Il faut apprendre à regarder. Non pas simplement voir. Regarder, c’est prendre le temps, s’exposer au tremblement des images, accueillir ce qu’elles ne montrent pas de prime abord ce qui affleure, ce qui résiste, ce qui hurle en silence. Dans les photographies de Zied Ben Romdhane, quelque chose se joue de cet ordre là : une lutte pour rendre visible ce que l’histoire officielle refoule, une tentative d’arracher les figures à leur assignation au silence.
Quand il photographie en Tunisie les mineurs de Redeyef, par exemple, ce n’est pas seulement une documentation. C’est un dévoilement. Les visages sont couverts de poussière noire, les corps s’inscrivent dans une géographie fracturée, abîmée par les politiques d’extraction et d’oubli.
De la dignité face à l’effacement
Mais ce qui importe ici, ce n’est pas tant la mine que la mémoire. Il faut, pour paraphraser Didi-Huberman, « ouvrir les yeux sur les ruines », faire surgir la dignité là où l’on attendait l’effacement.Ben Romdhane ne photographie pas des sujets : il rencontre des présences, des apparitions presque spectrales, surgissant d’un réel brutal. Il ne cherche pas à sublimer la misère ; il en capte les strates, les couches successives sociales, historiques, affectives. L’image devient alors un lieu de survivance : elle porte en elle la trace d’un passé encore brûlant, elle palpite du feu des luttes, des espoirs trahis et des colères intactes.

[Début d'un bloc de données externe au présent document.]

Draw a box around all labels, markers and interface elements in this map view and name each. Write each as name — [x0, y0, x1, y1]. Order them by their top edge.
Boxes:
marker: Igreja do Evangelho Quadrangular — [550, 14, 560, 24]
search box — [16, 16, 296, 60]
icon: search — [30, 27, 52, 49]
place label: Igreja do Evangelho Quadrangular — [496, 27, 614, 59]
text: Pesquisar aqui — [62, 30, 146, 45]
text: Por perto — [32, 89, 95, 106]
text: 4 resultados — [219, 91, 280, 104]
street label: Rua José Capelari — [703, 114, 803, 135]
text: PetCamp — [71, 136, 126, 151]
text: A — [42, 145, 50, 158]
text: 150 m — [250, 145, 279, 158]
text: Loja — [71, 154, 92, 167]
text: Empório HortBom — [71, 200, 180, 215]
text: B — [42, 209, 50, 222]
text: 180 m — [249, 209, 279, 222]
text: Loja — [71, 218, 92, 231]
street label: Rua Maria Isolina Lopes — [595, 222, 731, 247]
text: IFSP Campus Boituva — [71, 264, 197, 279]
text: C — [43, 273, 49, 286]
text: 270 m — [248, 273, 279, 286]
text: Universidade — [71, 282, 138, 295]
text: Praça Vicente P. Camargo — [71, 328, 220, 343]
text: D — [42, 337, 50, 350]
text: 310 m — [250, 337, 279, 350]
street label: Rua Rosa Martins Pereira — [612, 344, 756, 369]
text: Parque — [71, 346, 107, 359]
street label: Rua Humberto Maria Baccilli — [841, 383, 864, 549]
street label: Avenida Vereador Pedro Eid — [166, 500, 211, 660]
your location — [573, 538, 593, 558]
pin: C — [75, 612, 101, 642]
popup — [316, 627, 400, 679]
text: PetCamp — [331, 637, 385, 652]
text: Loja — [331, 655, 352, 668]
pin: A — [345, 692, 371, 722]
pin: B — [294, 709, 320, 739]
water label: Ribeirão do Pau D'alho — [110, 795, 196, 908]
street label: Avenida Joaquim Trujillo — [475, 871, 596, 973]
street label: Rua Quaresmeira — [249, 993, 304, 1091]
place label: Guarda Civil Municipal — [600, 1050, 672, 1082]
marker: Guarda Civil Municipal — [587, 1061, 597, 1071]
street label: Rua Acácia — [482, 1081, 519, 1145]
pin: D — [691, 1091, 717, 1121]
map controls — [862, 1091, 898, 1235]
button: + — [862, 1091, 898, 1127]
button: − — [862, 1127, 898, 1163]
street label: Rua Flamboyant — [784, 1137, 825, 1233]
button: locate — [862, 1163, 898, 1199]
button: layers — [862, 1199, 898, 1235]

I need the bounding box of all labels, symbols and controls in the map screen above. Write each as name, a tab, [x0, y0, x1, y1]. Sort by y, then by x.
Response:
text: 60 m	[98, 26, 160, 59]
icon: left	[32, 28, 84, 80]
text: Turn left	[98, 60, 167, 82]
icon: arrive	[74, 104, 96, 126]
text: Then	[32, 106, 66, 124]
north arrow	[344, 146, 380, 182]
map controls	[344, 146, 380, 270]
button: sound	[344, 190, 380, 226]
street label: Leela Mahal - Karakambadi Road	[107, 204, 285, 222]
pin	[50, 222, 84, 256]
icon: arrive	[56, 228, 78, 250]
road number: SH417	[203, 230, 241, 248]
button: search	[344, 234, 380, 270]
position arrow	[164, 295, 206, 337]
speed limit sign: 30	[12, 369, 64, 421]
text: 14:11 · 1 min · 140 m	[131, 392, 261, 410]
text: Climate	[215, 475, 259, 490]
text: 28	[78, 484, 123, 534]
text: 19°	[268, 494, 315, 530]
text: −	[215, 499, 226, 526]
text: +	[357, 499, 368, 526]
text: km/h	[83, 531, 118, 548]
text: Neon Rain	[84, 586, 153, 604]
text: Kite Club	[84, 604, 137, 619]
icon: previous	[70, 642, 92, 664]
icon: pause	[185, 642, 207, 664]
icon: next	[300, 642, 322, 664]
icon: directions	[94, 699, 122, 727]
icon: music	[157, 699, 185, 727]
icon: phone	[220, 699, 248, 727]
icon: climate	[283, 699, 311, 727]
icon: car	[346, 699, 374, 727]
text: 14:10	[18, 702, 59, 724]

Il y a, chez Ben Romdhane, une esthétique de l’intervalle : entre visibilité et invisibilité, entre ce qui est montré et ce qui est tu. L’image est moins là pour "expliquer" que pour faire trembler le savoir, pour créer des interstices où le spectateur peut éprouver le monde autrement. Les paysages tunisiens qu’il capte; déserts, ruines industrielles, visages arides, sont traversés par des lignes de fuite, des blessures ouvertes. Ils sont à la fois documents et symptômes, autant de surfaces sensibles à lire comme on lirait un palimpseste.
Lueurs du visible
Cette esthétique de la survivance trouve une résonance particulièrement poignante dans Les Enfants de la Lune, un projet que Ben Romdhane consacre aux enfants atteints de xeroderma pigmentosum, une maladie génétique rare qui les condamne à fuir la lumière du soleil, sous peine de lésions irréversibles. Ici encore, il ne s’agit pas de produire une image spectaculaire de la souffrance, mais de s’approcher au plus près de ce qui, dans l’expérience humaine, demeure invisible, voire indicible. Ce que Ben Romdhane donne à voir, c’est moins la maladie que la condition d’exil que celle-ci impose : un exil intérieur, lumineux et cruel, une vie vécue dans l’ombre, littéralement.
À travers cette série, il explore la lueur du visible, cette zone fragile entre ombre et lumière où l’image devient une forme d’adresse, un appel silencieux. Les portraits de ces enfants, souvent voilés, protégés, mais regardant frontalement l’objectif, déplacent notre regard : ils nous regardent autant que nous les regardons. L’appareil photographique devient alors un médium d’échange, presque une chambre d’échos, où les visages deviennent des signes, des surfaces d’inscription pour une parole longtemps étouffée. Il y a là une tension très forte entre la vulnérabilité du sujet et la puissance du regard.
Les enfants de la lune ne sont pas simplement montrés comme victimes d’un destin biologique, mais comme porteurs d’une force, d’un défi à la norme, d’une beauté sourde et fière. À la manière des survivants, ils habitent l’image comme on habite une brèche dans le temps : avec une intensité qui échappe aux catégories habituelles du pathos ou de la compassion.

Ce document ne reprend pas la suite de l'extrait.